As cidades estão na linha de frente do combate ao vírus. Nos primeiros meses, 95% dos casos foram registrados nas cidades. A pandemia revelou a extensão das vulnerabilidades e desigualdades urbanas, mas também a centralidade da ação local. “O modo como as cidades emergirão terá um enorme impacto na saúde pública, coesão social, prosperidade e nossas perspectivas para atingir os Objetivos do Desenvolvimento Sustentável (ODS)”, disse o secretário-geral da ONU, António Guterres, no lançamento de um estudo da ONU Habitat sobre Cidades e Pandemia: rumo a um futuro mais justo, verde e saudável.

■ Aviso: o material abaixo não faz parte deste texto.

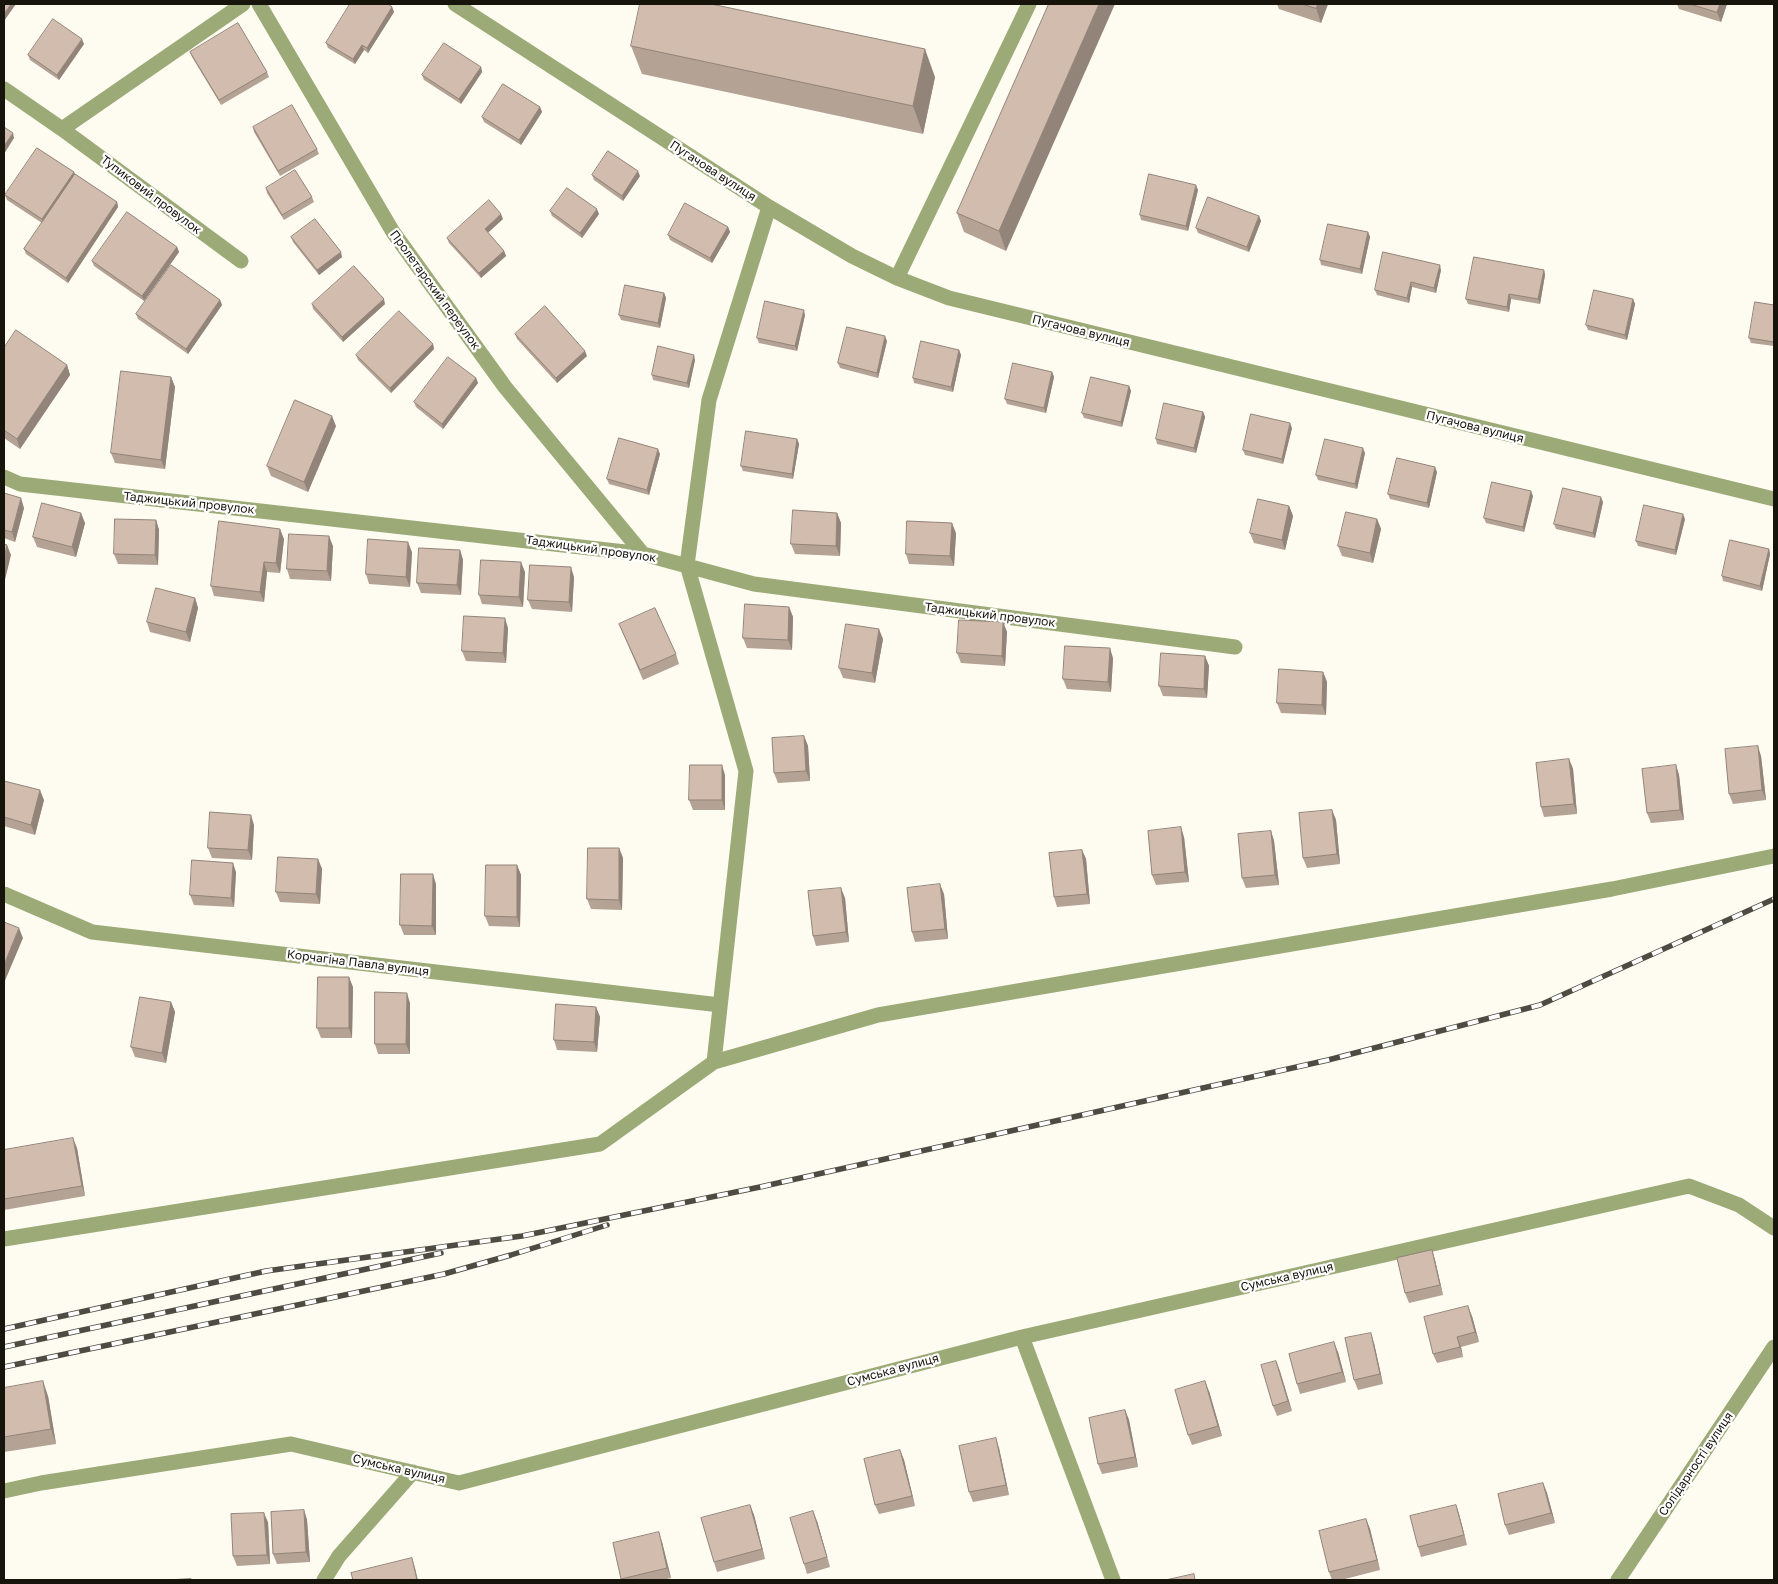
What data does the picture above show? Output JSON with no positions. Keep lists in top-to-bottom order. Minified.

O estudo explora quatro prioridades para a elaboração de políticas públicas. Primeiro, repensar a forma e a função da cidade, em particular como as morfologias urbanas podem ser reconfiguradas em diversas escalas não só para melhorar sua resiliência aos efeitos da pandemia e futuras doenças, mas para torná-las mais sustentáveis e produtivas. Segundo, focar na pobreza e desigualdades sistêmicas, desenhando intervenções que mitiguem os impactos desproporcionais da covid. Terceiro, reconstruir um “novo normal” para a economia urbana, desenvolvendo auxílios sob medida para pequenos negócios, trabalhadores informais e setores vulneráveis. Por fim, esclarecer a legislação urbana e os arranjos de governança, reconhecendo a necessidade de mais integração e cooperação entre as instâncias nacionais, regionais e municipais.

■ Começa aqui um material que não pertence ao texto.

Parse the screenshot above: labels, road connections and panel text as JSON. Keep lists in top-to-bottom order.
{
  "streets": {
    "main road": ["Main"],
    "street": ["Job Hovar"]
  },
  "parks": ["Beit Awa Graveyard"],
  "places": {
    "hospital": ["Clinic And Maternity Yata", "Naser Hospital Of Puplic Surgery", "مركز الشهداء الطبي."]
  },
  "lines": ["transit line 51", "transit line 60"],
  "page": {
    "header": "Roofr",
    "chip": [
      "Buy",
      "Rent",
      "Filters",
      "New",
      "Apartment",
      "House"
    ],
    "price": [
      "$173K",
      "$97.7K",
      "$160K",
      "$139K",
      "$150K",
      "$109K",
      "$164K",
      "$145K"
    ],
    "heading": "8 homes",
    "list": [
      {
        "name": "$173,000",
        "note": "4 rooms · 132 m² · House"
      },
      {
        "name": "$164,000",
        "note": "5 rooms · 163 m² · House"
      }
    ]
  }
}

No Brasil, o Programa Cidades Sustentáveis, em parceria com a Rede de Soluções de Desenvolvimento Sustentável, vinculada à ONU, lançou o Índice de Desenvolvimento Sustentável, com métricas que permitem aos municípios avaliar seu desempenho em relação aos Objetivos do Desenvolvimento Sustentável para 2030.
“As cidades mais avançadas do ponto de vista do desenvolvimento sustentável serão mais resistentes”, disse o coordenador do programa, Jorge Abrahão. “As cidades que conseguirem erradicar a pobreza, que conseguirem permitir o acesso à saúde de qualidade, que entregarem uma educação universal pública de qualidade para a sua população, que enfrentem as questões de infraestrutura, de água e de esgotamento sanitário que não permitiram na pandemia a higiene recomendada pelos órgãos de saúde, por exemplo, essas cidades vão ser mais resistentes às crises, sejam elas econômicas, sociais, climáticas ou sanitárias.”
Das 100 cidades com melhor desempenho entre as 770 analisadas, 80 (incluindo as 23 primeiras) estão em São Paulo. As outras 20 estão no Sul e Sudeste. Por outro lado, entre as 100 cidades na lanterna, 86 estão no Norte e Nordeste. Agravando essas disparidades, o desgoverno federal tornou ainda mais importante a criação de ferramentas para ações articuladas entre os governos regionais. O emprego dos indicadores de desenvolvimento sustentável pode ajudar a criar bases comuns de cooperação não só entre as esferas do poder público, mas entre elas e a sociedade civil.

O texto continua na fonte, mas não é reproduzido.